In the 1980s, after we’d had 50 years’ experience of what an inflexible and sometimes barbaric law that was, we tried to change it, to enable the Oireachtas to provide for the dissolution of a marriage that was irretrievably broken down. We tried, and we ran into the most divisive and bitter campaign any of us had experienced up to that moment.

Priests and bishops all over the country told us that we would destroy the family. Organisations were set up to spend hundreds of thousands of pounds campaigning against any change. Families quarrelled on the issue, friends fell out, politicians left their parties. We tried back then, and we failed.

Ten years later, we tried again. This time we succeeded, but only just. The responsible minister at the time, Mervyn Taylor, had spent years bringing preparatory legislation through the Dáil.

The effect of his work was such that by the time we asked the people the question in 1995, nearly everything that could be done to enable people to get out of a broken or abusive marriage had been done.

The only thing left was to give people a right to remarry, if that was what they wanted. Mervyn Taylor (and the rest of us) believed the people would only vote for that if the conditions were restrictive — and that’s where the four year period of separation came from.

And again in the nineties, despite now 60 years of experience, that change squeaked through in the face of a bitter and divisive campaign. “Hello Divorce, bye-bye Daddy”, it said on thousands of posters all over the country. The floodgates will open, thundered the advocates of no change on broadcast after broadcast.

As it nearly always used to in those days (less so now, thank goodness), fear almost triumphed in that referendum too. It was always said afterwards that the only reason we won was because it was a sunny day in Dublin and lashed rain in the more conservative west. Whatever the reason, we decided in November 1995 to risk the floodgates in favour of a more reasonable approach to broken marriages.

But the floodgates never opened. Eurostat, which gathers the figures across Europe, shows the number of divorces in Ireland in the most recent year available as 0.7 per thousand persons in the population. That’s the lowest in the EU, oddly enough — lower even than Malta, which only introduced divorce in 2011.

Maybe that’s the reason the architects of the floodgates, the predictors of the end of the world, have gone so silent this time. The Iona Institute, for example. You might remember them from virtually all the recent referenda, where they were always on the no side. I remember their leaflet on equal marriage, with the odd title of “A Mother’s Love is Irreplaceable — Vote No”.

So if you’re going to find a reasoned argument — or even just a tirade — against the next change, you’ll get it from the Iona Institute. I actually went to their website, wondering what fire and brimstone I’d find.

But there’s nothing. I thought I had found a very detailed legal opinion about the rights of parents in light of the proposed referendum, but as I began to plough through it (it was a struggle) I quickly realised that this was about the 2015 referendum on equal marriage.
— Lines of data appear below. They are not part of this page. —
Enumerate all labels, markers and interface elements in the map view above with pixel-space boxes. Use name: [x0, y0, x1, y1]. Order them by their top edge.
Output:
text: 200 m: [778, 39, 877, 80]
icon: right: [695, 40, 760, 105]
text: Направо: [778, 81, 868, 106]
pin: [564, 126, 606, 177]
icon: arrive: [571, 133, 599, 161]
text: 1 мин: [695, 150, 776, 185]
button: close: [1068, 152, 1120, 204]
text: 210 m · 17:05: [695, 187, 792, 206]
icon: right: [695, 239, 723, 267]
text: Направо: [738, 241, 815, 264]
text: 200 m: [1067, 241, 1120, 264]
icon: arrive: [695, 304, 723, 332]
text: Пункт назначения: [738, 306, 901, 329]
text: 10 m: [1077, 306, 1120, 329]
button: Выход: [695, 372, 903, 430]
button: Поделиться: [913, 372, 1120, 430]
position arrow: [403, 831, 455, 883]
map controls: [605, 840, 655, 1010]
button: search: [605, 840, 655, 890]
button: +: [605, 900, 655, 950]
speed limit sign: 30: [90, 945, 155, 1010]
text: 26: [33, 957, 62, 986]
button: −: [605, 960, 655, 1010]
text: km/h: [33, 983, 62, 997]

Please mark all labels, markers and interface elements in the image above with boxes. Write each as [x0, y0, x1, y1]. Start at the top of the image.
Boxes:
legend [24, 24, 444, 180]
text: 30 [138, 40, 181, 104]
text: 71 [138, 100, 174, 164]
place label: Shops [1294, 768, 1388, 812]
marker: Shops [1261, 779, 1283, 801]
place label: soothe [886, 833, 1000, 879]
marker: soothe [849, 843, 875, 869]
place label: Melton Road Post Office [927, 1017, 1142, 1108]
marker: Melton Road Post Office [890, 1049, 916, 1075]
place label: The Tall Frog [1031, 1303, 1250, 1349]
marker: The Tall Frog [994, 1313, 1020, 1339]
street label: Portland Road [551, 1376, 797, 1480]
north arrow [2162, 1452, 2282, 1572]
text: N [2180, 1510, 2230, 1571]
They have yet to post a single statement on their own website about a referendum that’s due to take place in a few weeks time on a subject so dear to their heart.

And then I remembered. Of course. Iona are up for marriage and the family. But only heterosexual marriage and heterosexual families.

They’ve always been totally opposed to divorce, but they’re probably struggling to figure out how to respond to the idea of a gay couple getting divorced. That’s probably what’s stopping them launching their big anti-divorce campaign.

Or maybe, just maybe, there’s a dawning at last. In all the recent referenda we’ve had, we’ve made decisions that enable people to live their own lives, deal with their own dilemmas, express their own love for each other in their own way, trust their own judgments. We’ve taken a view that in the difficult personal choices that people sometimes have to make, there’s no reason why we should claim to know best.

Maybe those who have always claimed to know best what’s good for us, and who used to be able to impose that on us with complete authority, have gradually realised it doesn’t work any more.

Maybe we’re going to be allowed to make our own judgment this time, without hectoring, without misinformation, without scare-mongering.

It might be too soon to say it’s going to happen that way. There’s still time for a bishop or two to take to the pulpit. But if it did, and if we were allowed to make up our minds this time without the politics of fear, wouldn’t that be some change? And wouldn’t it be great!